JAKARTA, KOMPAS.TV - Pandemi Covid-19 di Indonesia makin rumit dikendalikan. Sadar atau sengaja abai, grafik jumlah pasien positif covid masih agresif naik.
Fakta harus diterima, dua orang pertama positif di awal Maret adalah peristiwa, tetapi ledakan jumlah pasien positif berubah jadi statistik.
Apakah kurva menanjak ini jadi bom waktu, bagi titik ledak kapasitas rumah sakit? Kami telusuri lewat data.
Tersengat dari sebuah peristiwa di awal Maret, berubah menjadi grafik statistik, lalu menjelma sebagai fenomena gunung es, pandemi Covid-19 di Indonesia adalah amukan dalam senyap.
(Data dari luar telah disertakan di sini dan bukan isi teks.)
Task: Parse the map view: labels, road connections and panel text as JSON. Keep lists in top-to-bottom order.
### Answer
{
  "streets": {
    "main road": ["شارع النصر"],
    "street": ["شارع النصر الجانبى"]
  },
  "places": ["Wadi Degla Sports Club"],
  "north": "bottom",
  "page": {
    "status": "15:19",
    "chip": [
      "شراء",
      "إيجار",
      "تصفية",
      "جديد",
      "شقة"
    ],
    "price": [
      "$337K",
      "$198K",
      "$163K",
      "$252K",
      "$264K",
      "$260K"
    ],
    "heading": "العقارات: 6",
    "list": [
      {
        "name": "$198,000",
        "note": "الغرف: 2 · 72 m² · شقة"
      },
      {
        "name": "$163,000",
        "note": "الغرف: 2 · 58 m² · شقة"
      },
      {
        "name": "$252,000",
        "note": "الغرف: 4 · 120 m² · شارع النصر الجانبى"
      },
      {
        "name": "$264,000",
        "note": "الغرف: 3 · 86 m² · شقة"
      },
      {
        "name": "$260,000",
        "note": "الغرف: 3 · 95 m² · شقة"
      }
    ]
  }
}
Permasalahan yang nampak, seakan tak sebesar yang sebenarnya. Buktinya, mudah menemukan masyarakat yang berlomba pamer ketidakpedulian, jumawa tanpa memakai masker di tempat umum.
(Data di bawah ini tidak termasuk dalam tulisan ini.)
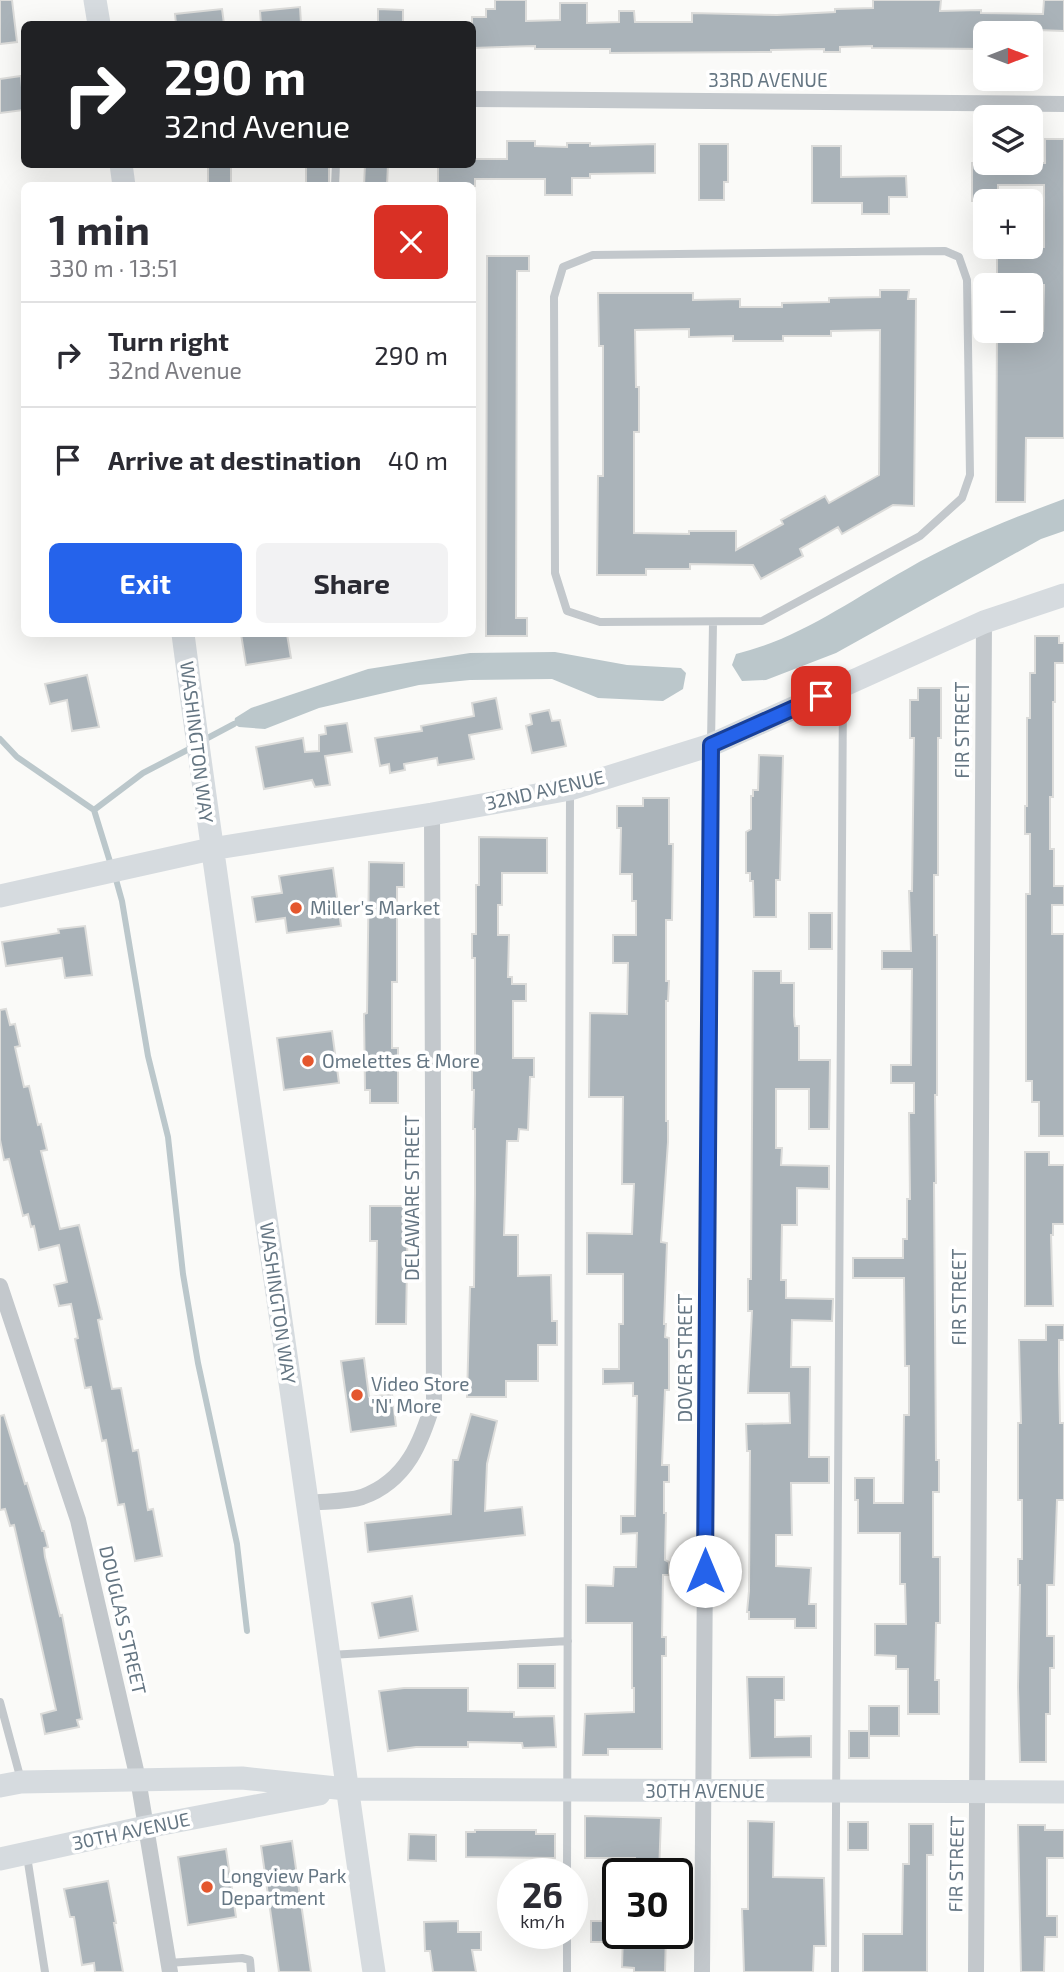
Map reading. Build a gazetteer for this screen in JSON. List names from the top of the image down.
{
  "streets": {
    "street": [
      "33RD AVENUE",
      "FIR STREET",
      "WASHINGTON WAY",
      "32ND AVENUE",
      "DELAWARE STREET",
      "DOVER STREET",
      "DOUGLAS STREET",
      "30TH AVENUE"
    ]
  },
  "crossings": [
    ["FIR STREET", "32ND AVENUE"],
    ["FIR STREET", "30TH AVENUE"],
    ["WASHINGTON WAY", "32ND AVENUE"],
    ["WASHINGTON WAY", "DELAWARE STREET"],
    ["WASHINGTON WAY", "30TH AVENUE"],
    ["32ND AVENUE", "DELAWARE STREET"],
    ["32ND AVENUE", "DOVER STREET"],
    ["DOVER STREET", "30TH AVENUE"],
    ["DOUGLAS STREET", "30TH AVENUE"]
  ],
  "places": [
    "Miller's Market",
    "Omelettes & More",
    "Video Store 'N' More",
    "Longview Park Department"
  ],
  "north": "right",
  "page": {
    "map_buttons": ["+", "−"],
    "turn": ["290 m", "32nd Avenue"],
    "heading": ["1 min", "330 m · 13:51"],
    "list": [
      {
        "name": "Turn right",
        "note": "32nd Avenue",
        "value": "290 m"
      },
      {
        "name": "Arrive at destination",
        "value": "40 m"
      }
    ],
    "buttons": ["Exit", "Share"],
    "speed": "26 km/h",
    "limit": "30"
  }
}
Kebebalan berlanjut, pandemi menjemput. Angka positif per 23 Agustus bertambah 2.032 kasus. Membuat total masyarakat yang terinfeksi menggunung di 153.535 orang.
Ketenangan semu dibalut istilah "Orang Tanpa Gejala". Bagaimana dengan yang kekebalannya payah? Satu yang pasti, tempat tidur rumah sakit rujukan, dipastikan makin sempit.
Mengutip Ikatan Dokter Indonesia alias IDI, ketersediaan kapasitas tampung pasien covid Indonesia sudah lampu kuning. Tanpa antisipasi berarti, bom waktu tak lama lagi meledak.
Di DKI Jakarta, kapasitas terisi sudah 48 persen, atau tersisa 2.500 kasur saja. Kondisi paling parah adalah Papua, dengan tingkat okupansi 94 persen dan tersisa 27 tempat tidur.
Saat ini memang belum penuh. Tetapi sisa tempat isolasi hanya untuk 1.500an orang, dan ruang ICU tersedia, tinggal untuk 145 orang.
Jakarta adalah zona hitam covid. Sebab, rata-rata tingkat posisitf hariannya mencapai 8,5 persen. Melebihi batas aman WHO di 5 persen.
Satgas IDI memproyeksikan, Indonesia akan menghadapi situasi yang lebih berbahaya pada September mendatang.